[Data extracted from a collection]

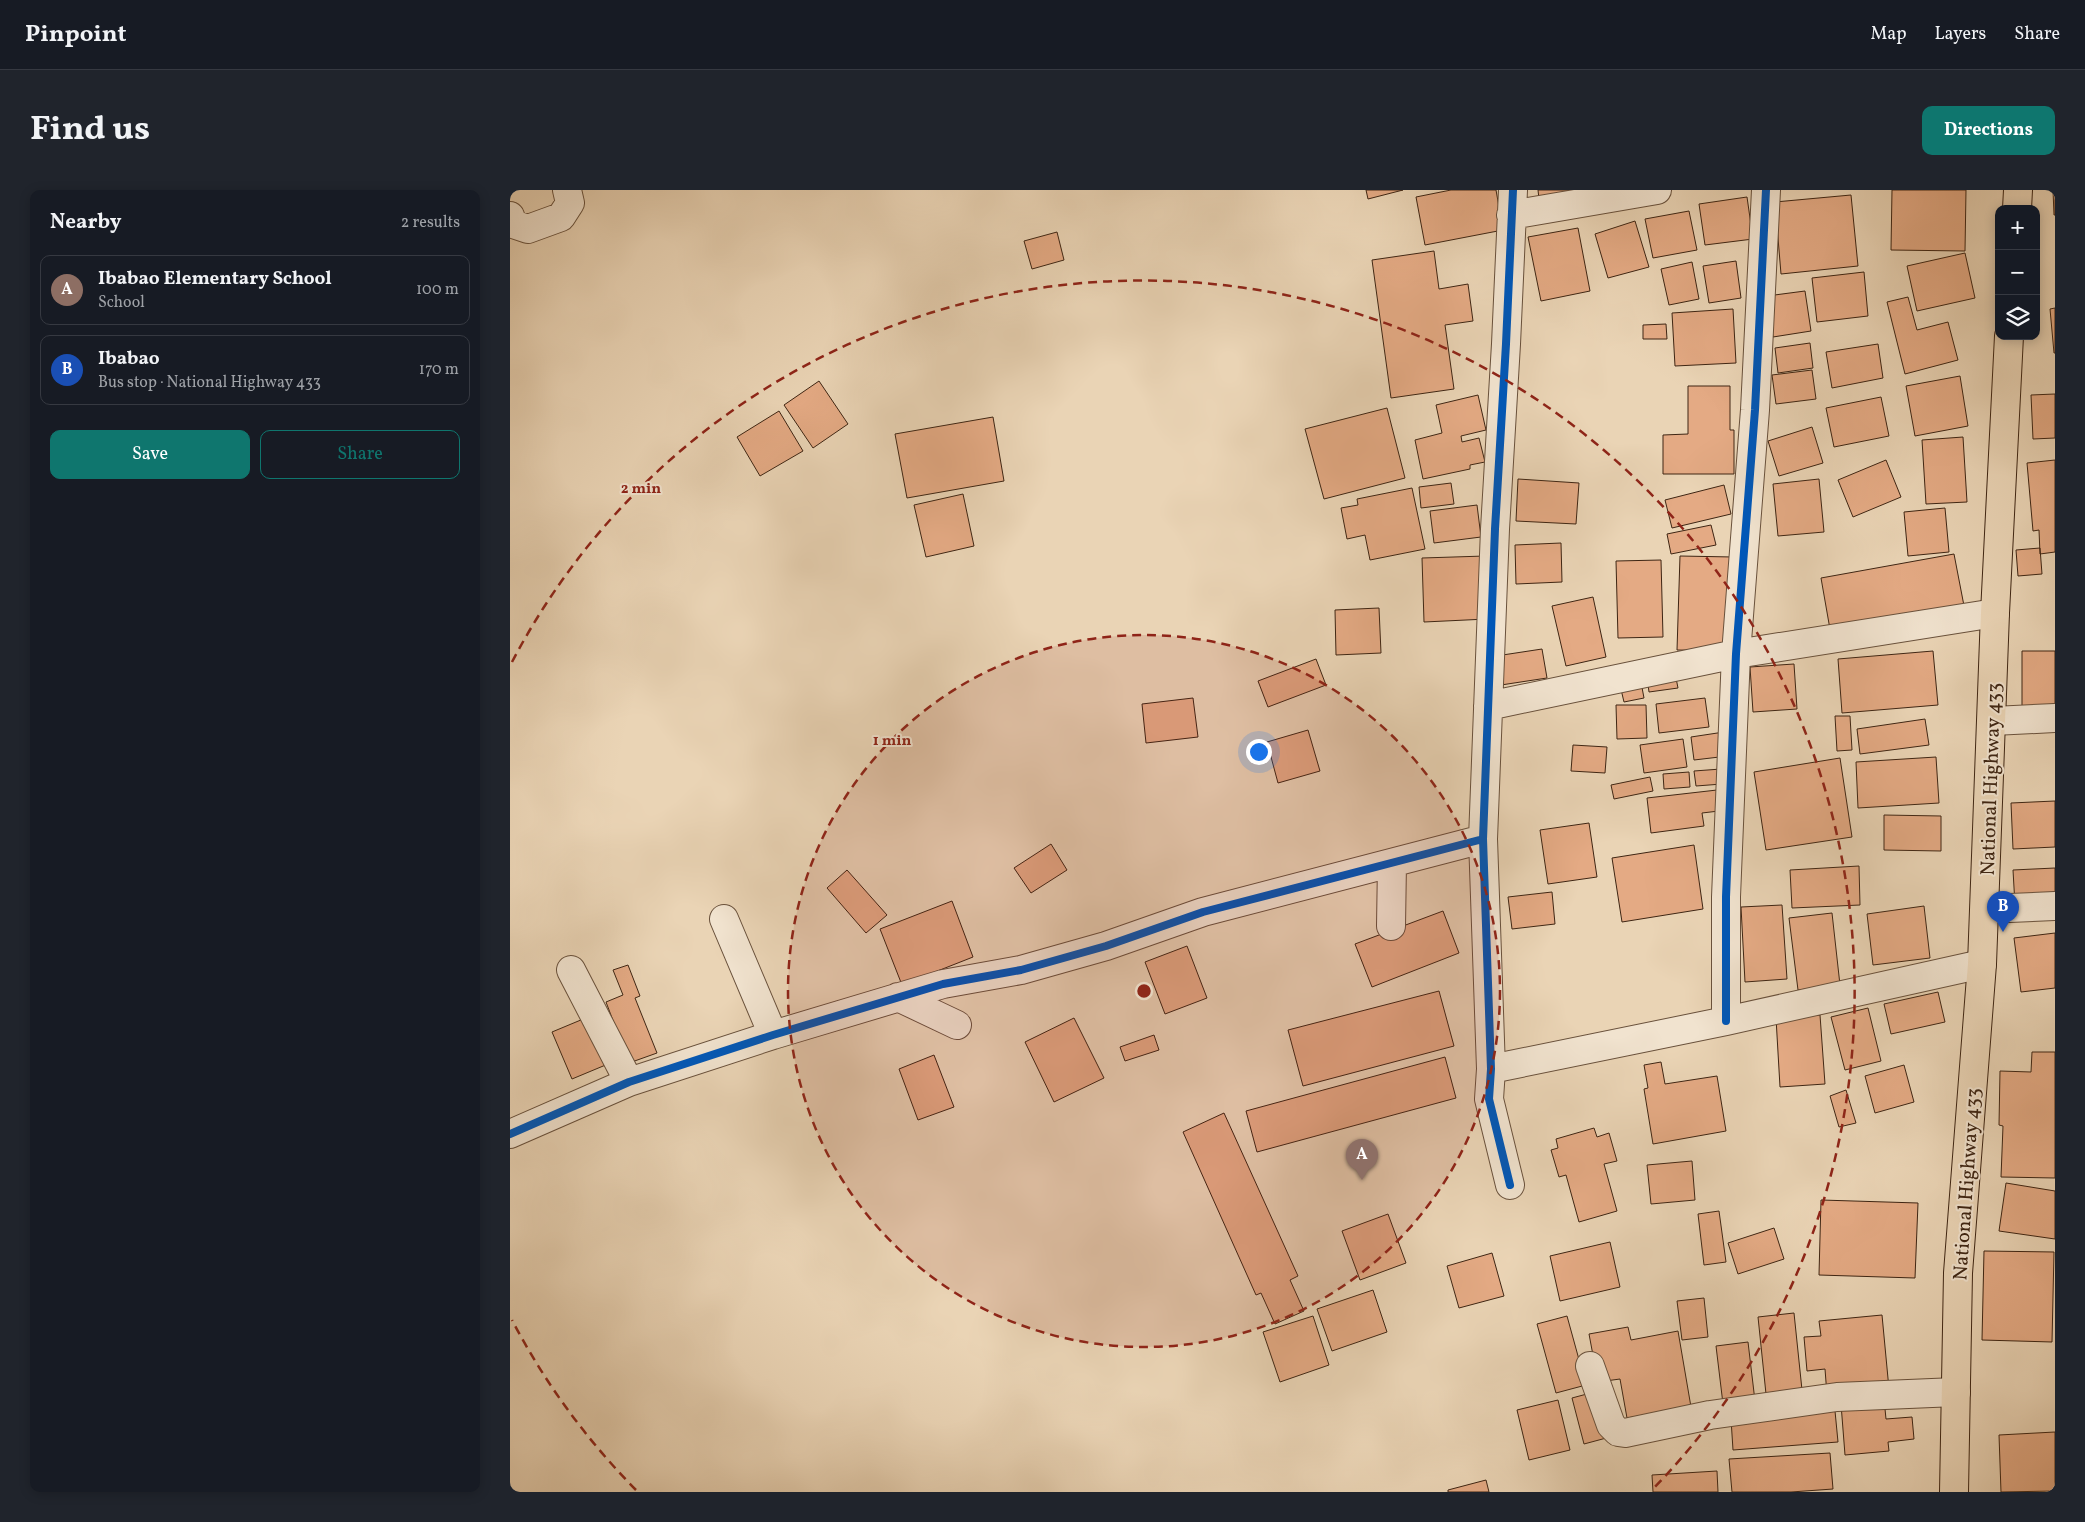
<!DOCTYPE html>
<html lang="en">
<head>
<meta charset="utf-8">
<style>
	:root { --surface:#171b24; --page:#20242c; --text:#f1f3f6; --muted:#9ea1a6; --line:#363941; --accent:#0f766e }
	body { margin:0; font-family:Vollkorn,serif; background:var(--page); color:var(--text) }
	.controls { position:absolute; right:15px; top:15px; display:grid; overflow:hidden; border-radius:10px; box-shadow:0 2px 12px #0003 }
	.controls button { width:45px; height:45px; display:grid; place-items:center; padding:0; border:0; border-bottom:1px solid var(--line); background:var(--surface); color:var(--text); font:25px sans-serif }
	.you { position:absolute; left:748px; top:561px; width:18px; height:18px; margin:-12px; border:4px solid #fff; border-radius:50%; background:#1a73e8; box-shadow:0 0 0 8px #1a73e833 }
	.badge { display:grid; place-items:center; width:32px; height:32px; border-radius:50%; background:var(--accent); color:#fff; font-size:16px; font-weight:700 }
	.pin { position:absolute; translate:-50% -41px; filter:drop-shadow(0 1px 2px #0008) }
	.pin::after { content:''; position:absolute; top:26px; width:18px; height:15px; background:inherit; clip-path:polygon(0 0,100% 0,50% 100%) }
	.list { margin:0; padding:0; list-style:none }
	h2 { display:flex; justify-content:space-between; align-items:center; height:65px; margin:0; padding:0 20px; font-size:21px }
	h2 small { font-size:16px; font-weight:400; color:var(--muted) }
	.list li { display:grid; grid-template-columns:32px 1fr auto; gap:15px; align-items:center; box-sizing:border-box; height:70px; margin:0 10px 10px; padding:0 10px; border:1px solid var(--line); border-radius:10px }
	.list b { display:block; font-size:19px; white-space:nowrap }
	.list p { margin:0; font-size:16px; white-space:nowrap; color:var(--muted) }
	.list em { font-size:16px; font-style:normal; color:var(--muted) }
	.actions { display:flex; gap:10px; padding:15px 20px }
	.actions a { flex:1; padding:11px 0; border:1px solid var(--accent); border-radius:10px; text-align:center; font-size:18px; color:var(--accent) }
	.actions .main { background:var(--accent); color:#fff }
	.icon { flex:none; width:28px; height:28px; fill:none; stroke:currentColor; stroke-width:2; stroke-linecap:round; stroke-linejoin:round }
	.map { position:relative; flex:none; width:1545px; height:1302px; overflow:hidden; border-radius:10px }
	header { display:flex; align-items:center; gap:30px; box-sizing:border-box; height:70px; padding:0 25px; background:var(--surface); border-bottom:1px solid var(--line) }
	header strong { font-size:24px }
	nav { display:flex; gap:28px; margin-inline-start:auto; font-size:18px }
	.intro { display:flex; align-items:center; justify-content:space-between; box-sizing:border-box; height:120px; padding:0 30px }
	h1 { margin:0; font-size:35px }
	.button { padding:12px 22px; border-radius:10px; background:var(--accent); color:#fff; font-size:18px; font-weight:700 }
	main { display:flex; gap:30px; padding:0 30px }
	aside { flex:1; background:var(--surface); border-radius:10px; box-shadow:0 2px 12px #0003 }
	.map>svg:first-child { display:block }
	.building { fill:#e4aa84; stroke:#3e2513 }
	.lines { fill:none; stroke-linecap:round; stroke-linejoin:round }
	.minor-casing { stroke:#69513c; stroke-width:30 }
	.major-casing { stroke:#3e2513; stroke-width:30 }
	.minor { stroke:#f1e3cf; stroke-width:28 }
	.major { stroke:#ead4b5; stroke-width:28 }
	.cycleway-casing { stroke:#f1e3cf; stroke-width:11 }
	.cycleway { stroke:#0057b8; stroke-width:8 }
	.ring { fill:none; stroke:#8f2418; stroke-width:2.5; stroke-dasharray:9 6 }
	.labels { text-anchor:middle; stroke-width:4; stroke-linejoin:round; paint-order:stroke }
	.street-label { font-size:20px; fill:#3e2513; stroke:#f1e3cf }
	.centre { fill:#8f2418; stroke:#f1e3cf; stroke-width:2.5 }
	.ring-label { font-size:15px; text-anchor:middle; font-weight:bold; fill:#8f2418; stroke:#f1e3cf; stroke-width:4; stroke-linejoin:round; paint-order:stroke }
</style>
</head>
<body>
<header>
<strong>Pinpoint</strong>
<nav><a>Map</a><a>Layers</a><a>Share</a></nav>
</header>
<div class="intro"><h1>Find us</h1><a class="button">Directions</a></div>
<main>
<aside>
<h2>Nearby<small>2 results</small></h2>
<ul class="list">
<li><span class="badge" style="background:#8d6e63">A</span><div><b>Ibabao Elementary School</b><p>School</p></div><em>100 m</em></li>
<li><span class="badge" style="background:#1a4fb4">B</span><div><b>Ibabao</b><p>Bus stop · National Highway 433</p></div><em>170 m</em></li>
</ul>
<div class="actions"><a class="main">Save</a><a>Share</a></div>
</aside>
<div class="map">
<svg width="1545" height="1302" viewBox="0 0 1545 1302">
	<rect width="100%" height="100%" fill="#ead4b5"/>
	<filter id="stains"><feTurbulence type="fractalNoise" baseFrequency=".004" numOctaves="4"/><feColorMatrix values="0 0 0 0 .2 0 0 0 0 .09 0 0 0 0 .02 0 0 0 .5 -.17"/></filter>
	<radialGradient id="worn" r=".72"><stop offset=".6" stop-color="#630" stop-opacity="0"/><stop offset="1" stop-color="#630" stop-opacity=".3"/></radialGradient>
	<path class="building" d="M856,0h37l-35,9z
		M941,0h45l7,40 -78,15 -9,-48z
		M1028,0h52l-51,9z
		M1382,0h74l-1,61 -74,-1z
		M1543,0h2v25h-1z
		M1341,5l7,71 -77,8 -6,-72z
		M1237,7l6,42 -48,6 -6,-41z
		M1179,21l8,39 -44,8 -8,-39z
		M1125,31l14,46 -41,11 -13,-44z
		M1068,38l12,63 -49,10 -13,-64z
		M547,42l7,28 -32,9 -8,-28z
		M924,61l5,38 29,-5 5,37 -28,4 9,64 -63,9 -19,-138z
		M1455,63l10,45 -58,13 -10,-45z
		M1226,71l5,37 -32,5 -6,-37z
		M1182,72l7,37 -30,6 -8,-36z
		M1354,82l4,44 -51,6 -5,-44z
		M1295,101l6,40 -38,6 -6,-41z
		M1398,107l9,33 31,-8 10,38 -53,14 -18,-72z
		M1545,118v45h-1l-4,-44z
		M1223,119l3,54 -61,3 -3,-53z
		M1156,134l1,15h-24v-14z
		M1300,153l3,25 -35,5 -3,-25z
		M1368,154l5,34 -51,10 -6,-36z
		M1302,180l4,29 -40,5 -4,-29z
		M1450,186l8,50 -53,10 -9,-50z
		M309,191l29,43 -35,24 -29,-43z
		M1178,196h42v44h4v44h-71v-39l25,-1z
		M1545,204v44l-22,1 -2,-44z
		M968,205l8,35 -25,6 1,6 17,-4 6,24 -15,3v4l-47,10 -8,-39 27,-7 -6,-28z
		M1371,207l8,39 -55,11 -8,-39z
		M877,218l18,70 -81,21 -19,-70z
		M269,221l24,40 -43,25 -23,-39z
		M483,227l11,64 -97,17 -12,-64z
		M1302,237l11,36 -44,13 -11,-35z
		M1453,247l4,65 -41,2 -4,-64z
		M1376,270l15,37 -48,20 -15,-37z
		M1545,270v92l-15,2 -1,-24 -6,1 -6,-68z
		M1008,289l61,4 -3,41 -60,-3z
		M1309,289l5,53 -46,4 -5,-52z
		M941,293l3,21 -33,4 -2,-21z
		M1214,295l7,29 -59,14 -7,-28z
		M902,298l13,61 -55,11 -5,-25 -18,4 -6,-31 17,-3 -1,-6z
		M453,304l11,52 -48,11 -12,-52z
		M967,315l4,32 -47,6 -4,-32z
		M1435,318l4,44 -41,4 -4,-44z
		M1201,335l5,20 -45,9 -4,-20z
		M1051,353l1,39 -46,2 -1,-39z
		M1530,358l2,26 -24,2 -2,-26z
		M1444,364l11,57 -134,24 -10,-57z
		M975,366l2,63 -63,3 -2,-64z
		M1170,366l53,1 -3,94 -53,-1z
		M1151,370l2,77 -45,1 -2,-77z
		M1083,407l13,60 -40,9 -14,-60z
		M869,418l2,45 -45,2 -1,-45z
		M1032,459l5,29 -46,7 -5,-29z
		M1423,461l5,54 -96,8 -4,-54z
		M1512,461h33v63h-33z
		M806,469l10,26 -58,22 -10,-26z
		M1284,474l3,45 -44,3 -3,-45z
		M1165,483l3,15 -29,4 -2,-15z
		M1130,487l4,21 -20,4 -5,-21z
		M683,508l5,39 -52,6 -4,-39z
		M1195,508l4,29 -50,6 -3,-29z
		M1106,515h30l1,33 -30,1z
		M1325,526h15l2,34 -15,1z
		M1415,529l4,26 -69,9 -3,-25z
		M798,540l12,41 -42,12 -11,-41z
		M1214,542l4,24 -34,4 -3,-23z
		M1173,549l4,28 -43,6 -4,-28z
		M1063,555l34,2 -2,26 -34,-2z
		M1426,567l3,46 -81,5 -2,-46z
		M1330,568l12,79 -86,13 -12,-78z
		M1211,579l1,15 -26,2 -2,-15z
		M1179,582l1,15 -26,2 -1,-15z
		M1140,587l3,14 -39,8 -3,-14z
		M1207,600l2,21 -17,2 2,13 -53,7 -4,-35z
		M1545,611v46l-42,2 -2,-46z
		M1374,625l57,1v35l-57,-1z
		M1079,633l8,54 -49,7 -8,-54z
		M541,654l16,26 -36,23 -17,-25z
		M1184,655l9,64 -81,13 -10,-64z
		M1349,676l1,39 -68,3 -2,-38z
		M1545,678v35l-40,2 -2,-35z
		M337,680l40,45 -21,18 -39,-45z
		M1042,702l3,32 -43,5 -4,-32z
		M442,711l21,56 -71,28 -22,-56z
		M1272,715l5,74 -42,3 -4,-75z
		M1414,716l6,52 -57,7 -6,-51z
		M933,721l16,42 -87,34 -17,-43z
		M1322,723l8,72 -42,5 -9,-72z
		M1545,743v55l-34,4 -7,-54z
		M677,756l20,52 -42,16 -20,-52z
		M118,775l12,31 -5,2 22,55 -28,10 -23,-61 17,-7 -10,-25z
		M929,801l15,55 -151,40 -15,-56z
		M1428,802l7,30 -54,12 -7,-30z
		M1358,818l13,53 -36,9 -14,-53z
		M1310,825l5,69 -45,3 -4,-69z
		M78,827l20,47 -36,15 -20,-47z
		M564,828l30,60 -50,24 -29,-60z
		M644,845l5,15 -34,11 -5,-14z
		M1522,862h23v126l-54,-1 2,-51 -4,-1 1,-54 31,1z
		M424,865l20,52 -36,13 -19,-51z
		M935,867l11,41 -199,54 -11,-41z
		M1151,872l4,22 52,-8 9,55 -73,13 -9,-55 4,-1 -4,-23z
		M1394,875l10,37 -39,11 -10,-37z
		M1336,900l10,33 -17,4 -9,-31z
		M714,923l74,163 -8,4 14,31 -29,13 -14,-31 -5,2 -73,-163z
		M1084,938l3,9 12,-4 8,28 -13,3 13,47 -38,11 -13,-47 -7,2 -8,-27 7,-2 -2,-9z
		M1182,971l3,39 -44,4 -4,-39z
		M1496,993l49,8v48l-56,-8z
		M1311,1010l97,3 -3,75 -96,-3z
		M1209,1021l7,51 -22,3 -6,-51z
		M878,1024l18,49 -46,17 -18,-49z
		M1264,1038l10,31 -46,15 -10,-31z
		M1100,1052l10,45 -60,14 -10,-45z
		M1474,1061l70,1 -2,90 -70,-2z
		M982,1063l12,43 -45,12 -12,-42z
		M863,1100l14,42 -55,19 -15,-42z
		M1194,1108l4,39 -26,3 -5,-39z
		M1284,1123l8,77 -36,4 -8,-77z
		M1372,1125l7,74 -62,6 -2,-26 -18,2 -3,-34 17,-1 -2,-15z
		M803,1126l16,49 -49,17 -17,-50z
		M1057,1126l19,69 -30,8 -19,-69z
		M1118,1137l3,13 47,-9 13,76 -64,11 -7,-39 -22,3 -9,-48z
		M1238,1152l7,59 -32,3 -7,-58z
		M1088,1201l12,46 -26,7 -12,-46z
		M1374,1209l2,20 26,-2 2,22 -26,3 1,9 -44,4 -4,-51z
		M1048,1210l12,50 -41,10 -12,-50z
		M1325,1221l3,31 -105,8 -2,-31z
		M1545,1242v59l-54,1 -2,-57z
		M1320,1263l3,36 -42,3h-59l-3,-33z
		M1207,1281l1,21h-65l-1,-17z
		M976,1290l3,12h-41v-2z"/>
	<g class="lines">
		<defs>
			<path id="minor" d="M1001,25l146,-25
				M0,26l3,8 15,5 33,-12 9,-14 -3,-13
				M978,516l248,-52 259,-41
				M1483,531l62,-3
				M1475,719l70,-3
				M214,729l49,116
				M881,736l1,-63
				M61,780l58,112
				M388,807l59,28
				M1216,831v-124l10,-243 19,-244 11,-220
				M981,879l235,-48 256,-57
				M0,944l119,-52 144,-47 170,-51 78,-14 85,-24 97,-34 280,-73
				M1000,995l-21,-86 2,-30 -8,-230 12,-310 11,-185 7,-154
				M1080,1176l21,59 7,7 7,1 85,-18 127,-18 119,-5"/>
			<path id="major" d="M1507,19l1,-19
				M1444,1302l4,-219 24,-309 13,-351 14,-277"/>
		</defs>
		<use href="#minor" class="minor-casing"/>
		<use href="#major" class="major-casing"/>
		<use href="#minor" class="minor"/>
		<use href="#major" class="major"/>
		<defs>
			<path id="cycleway" d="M1216,831v-124l10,-243 19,-244 11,-220
				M0,944l119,-52 144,-47 170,-51 78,-14 85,-24 97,-34 280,-73
				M1000,995l-21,-86 2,-30 -8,-230 12,-310 11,-185 7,-154"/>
		</defs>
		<use href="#cycleway" class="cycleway-casing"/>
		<use href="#cycleway" class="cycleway"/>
	</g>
	<circle cx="634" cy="801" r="356" fill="#8f2418" fill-opacity=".12"/>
	<g class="ring">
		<circle cx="634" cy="801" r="356"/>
		<path d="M126 1300A712 712 0 0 1 2 1130M2 472A712 712 0 1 1 1142 1300"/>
	</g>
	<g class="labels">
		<g class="street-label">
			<text transform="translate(1480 589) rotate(-88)" y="7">National Highway 433</text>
			<text transform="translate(1456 994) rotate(-86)" y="7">National Highway 433</text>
		</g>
	</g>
	<circle cx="634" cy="801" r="8" class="centre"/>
	<g class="ring-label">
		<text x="131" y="303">2 min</text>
		<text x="382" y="555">1 min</text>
	</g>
	<rect width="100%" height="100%" filter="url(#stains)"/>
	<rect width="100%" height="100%" fill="url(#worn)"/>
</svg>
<div class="controls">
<button>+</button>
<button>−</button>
<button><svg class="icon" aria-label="layers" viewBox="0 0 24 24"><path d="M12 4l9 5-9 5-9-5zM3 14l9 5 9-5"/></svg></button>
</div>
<div class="you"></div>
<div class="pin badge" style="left:852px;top:990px;background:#8d6e63">A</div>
<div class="pin badge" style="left:1493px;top:742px;background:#1a4fb4">B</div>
</div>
</main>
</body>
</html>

Action item: Find the word "lines" in the entries. Copy each line that holds it.

Task solution:
	.lines { fill:none; stroke-linecap:round; stroke-linejoin:round }
	<g class="lines">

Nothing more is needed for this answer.